In between sessions of playing Forza 7 Motorsport on Xbox One, I finished reading Homer’s The Odyssey, thanks to a wonderful translation by Emily Wilson. I was initially very intimidated by the thought of reading a nearly 3000-year old work of literature, but the language was so accessible.

I have no experience the type of prose found in English versions of The Odyssey, which is iambic pentameter. I taught myself to read with a certain rhythm to avoid rushing through it like any other work of fiction. I wanted to enjoy each page, each book of the 24 in all.

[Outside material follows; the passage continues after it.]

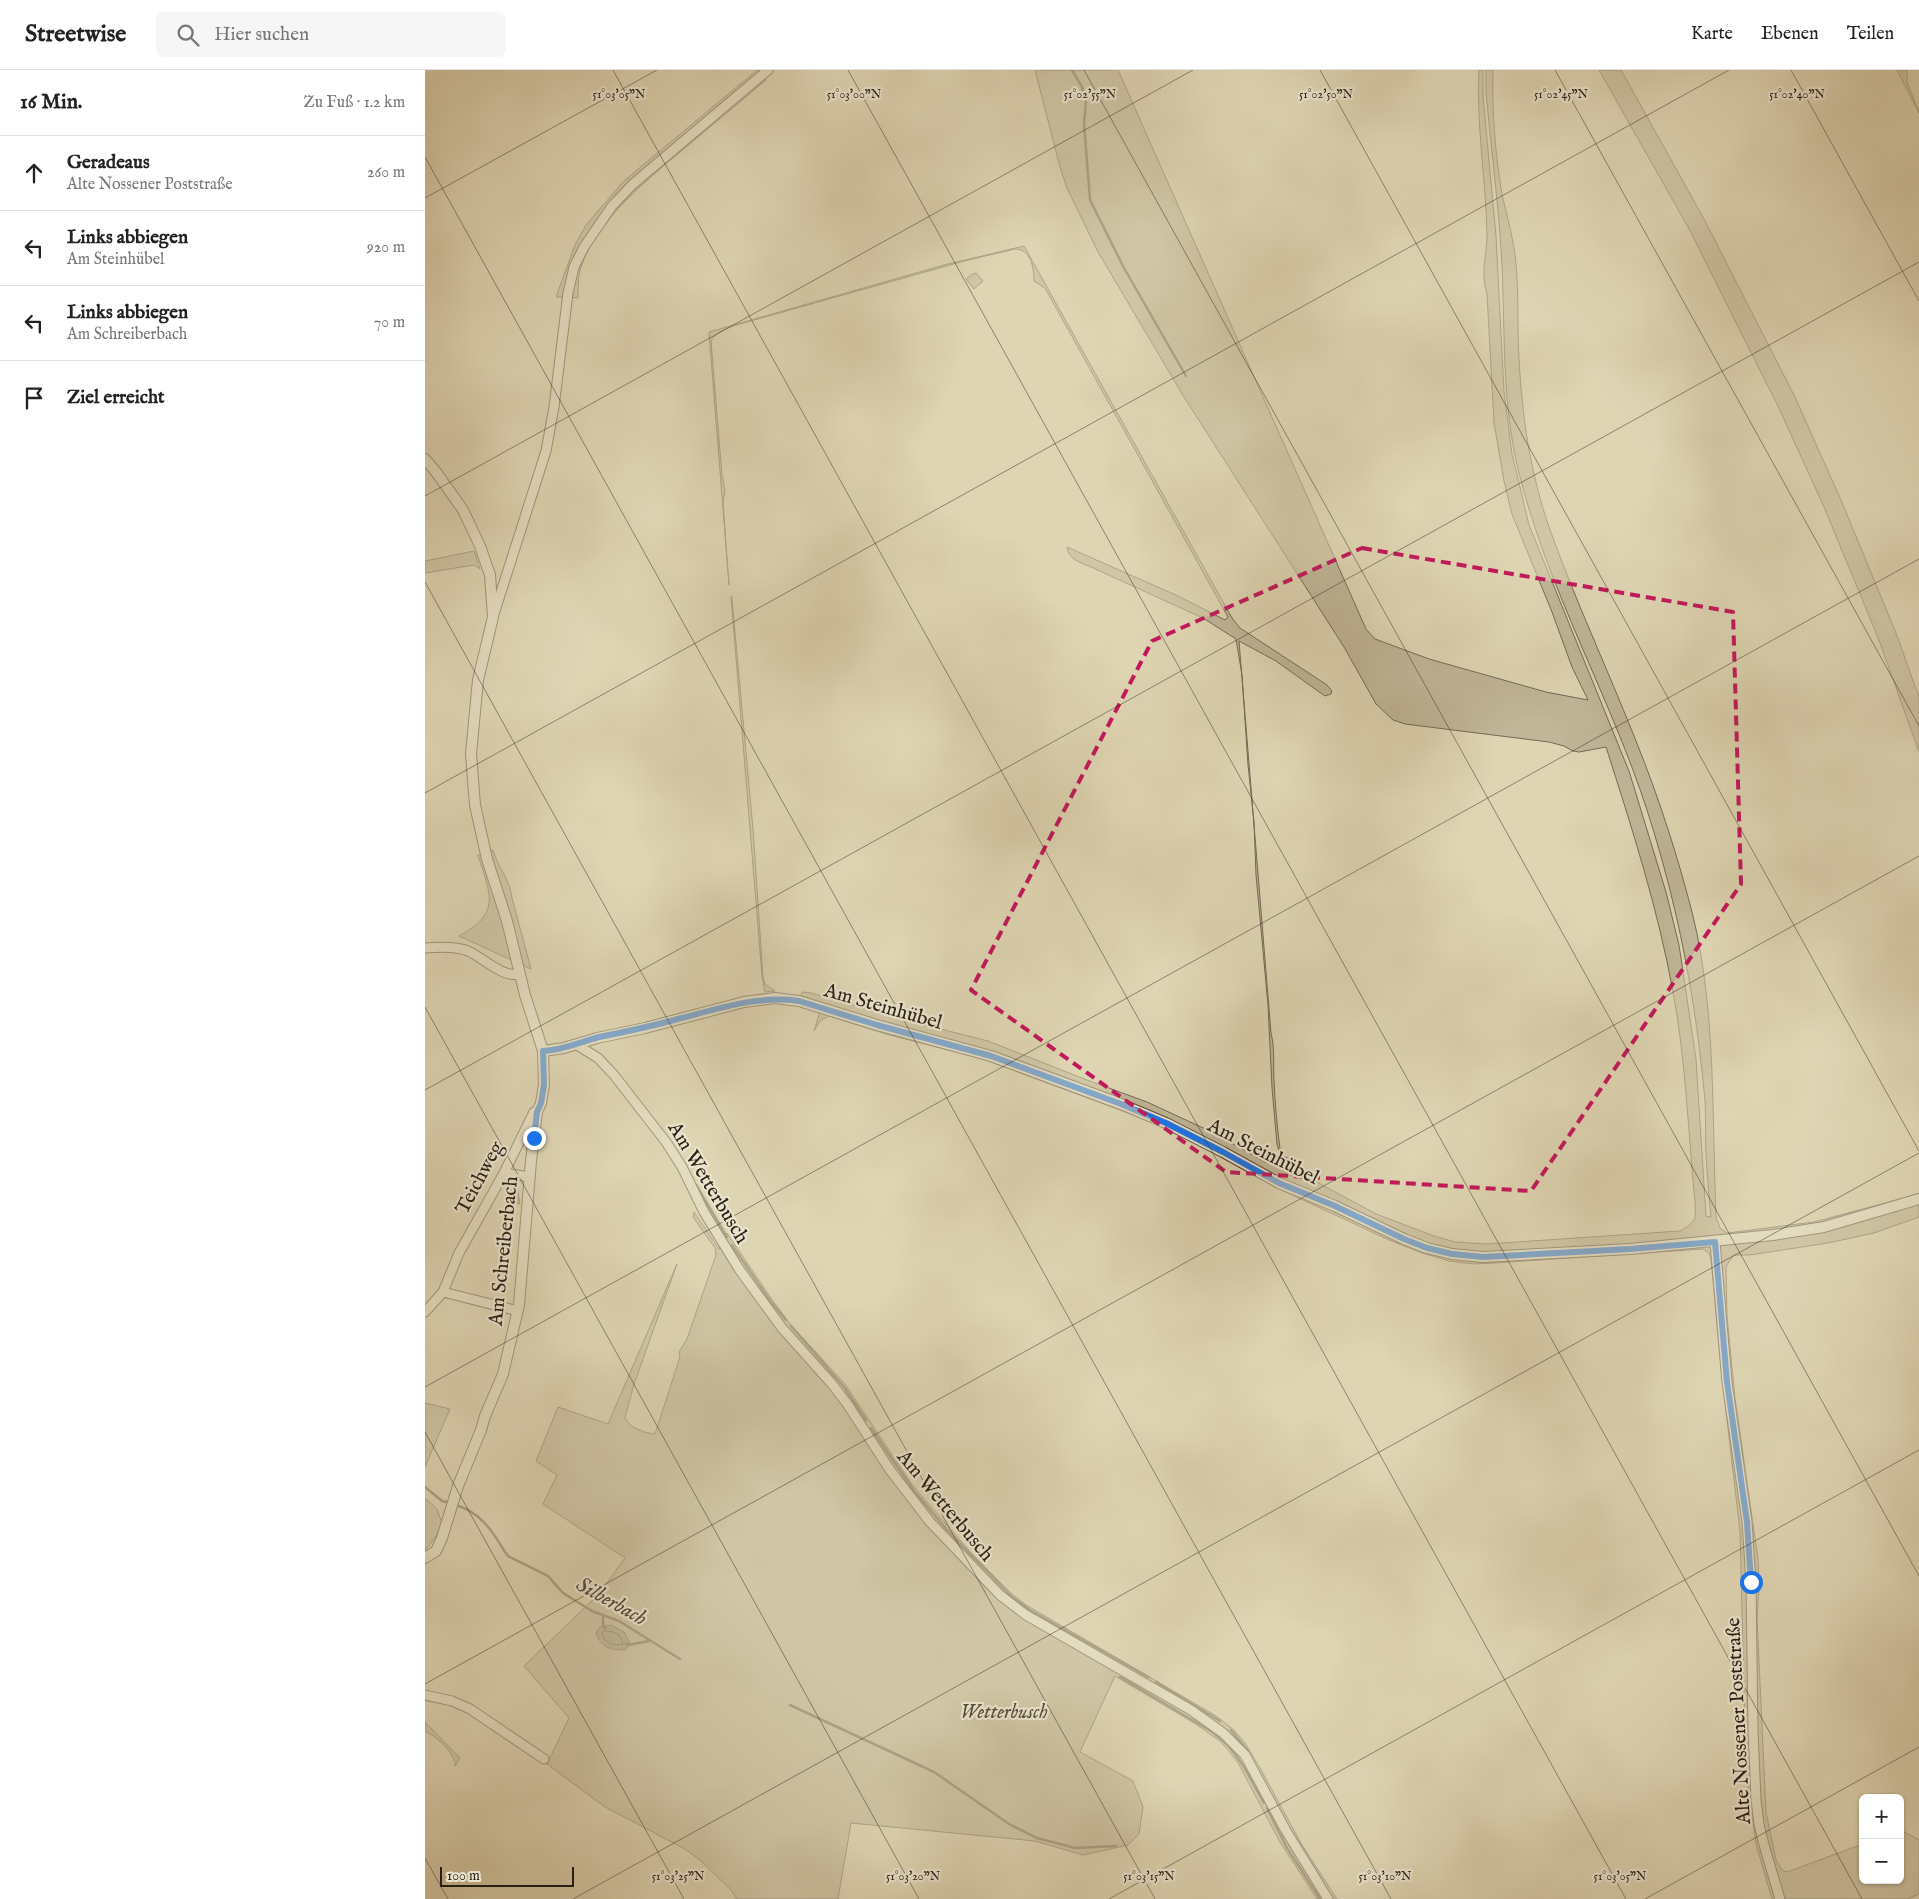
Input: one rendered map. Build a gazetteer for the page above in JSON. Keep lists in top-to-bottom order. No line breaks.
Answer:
{"streets":{"street":["Am Steinhübel","Teichweg","Am Wetterbusch","Am Schreiberbach","Alte Nossener Poststraße"]},"crossings":[["Am Steinhübel","Am Wetterbusch"],["Am Steinhübel","Am Schreiberbach"],["Am Steinhübel","Alte Nossener Poststraße"],["Teichweg","Am Schreiberbach"]],"water":["Silberbach"],"parks":["Wetterbusch"],"scale_bar":"100 m","page":{"header":"Streetwise","search":"Hier suchen","nav":["Karte","Ebenen","Teilen"],"heading":["16 Min.","Zu Fuß · 1.2 km"],"list":[["Geradeaus","Alte Nossener Poststraße","260 m"],["Links abbiegen","Am Steinhübel","920 m"],["Links abbiegen","Am Schreiberbach","70 m"],"Ziel erreicht"],"map_buttons":["+","−"],"scale":"100 m"},"coordinates":["51°03'05\"N","51°03'00\"N","51°02'55\"N","51°02'50\"N","51°02'45\"N","51°02'40\"N","51°03'25\"N","51°03'20\"N","51°03'15\"N","51°03'10\"N"]}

Now that I have read The Odyssey, I can now claim to understand obscure references to Scylla and Charybdis, which is just a fancy way of saying “between a rock and a hard place”. I also remember reading Greek mythology when I was a young boy, so this work brought back some good memories.

I am not sure what to read next. I have a couple of books on urbanism on the go (including Jane Jacobs’ canonical, “The Death and Life of Great American Cities“). In terms of fiction, I was thinking that I might finally tackle Tolstoy’s War and Peace.

The Goodreads challenge

I have been busy trying to complete the 2017 Goodreads Challenge so in the last few weeks I have motored through the following books:

  • Kissinger: 1923-1968: The Idealist, by Niall Ferguson
  • Turing’s Cathedral by George Dyson
  • A Mind at Play (biography of Claude Shannon) by Jimmy Soni and Rob Goodman
  • The Ascent of Money by Niall Ferguson
  • The Information: A History, A Theory, A Flood by James Gleick
  • Invisible Armies by Max Boot
  • The Gene: An Intimate History by Siddhartha Mukherjee
  • It Can’t Happen Here by Sinclair Lewis

That gets me to 14 out of the 20. I have a whole bunch of half-finished books on my Kindle for iPad app so I am confident I can get it done.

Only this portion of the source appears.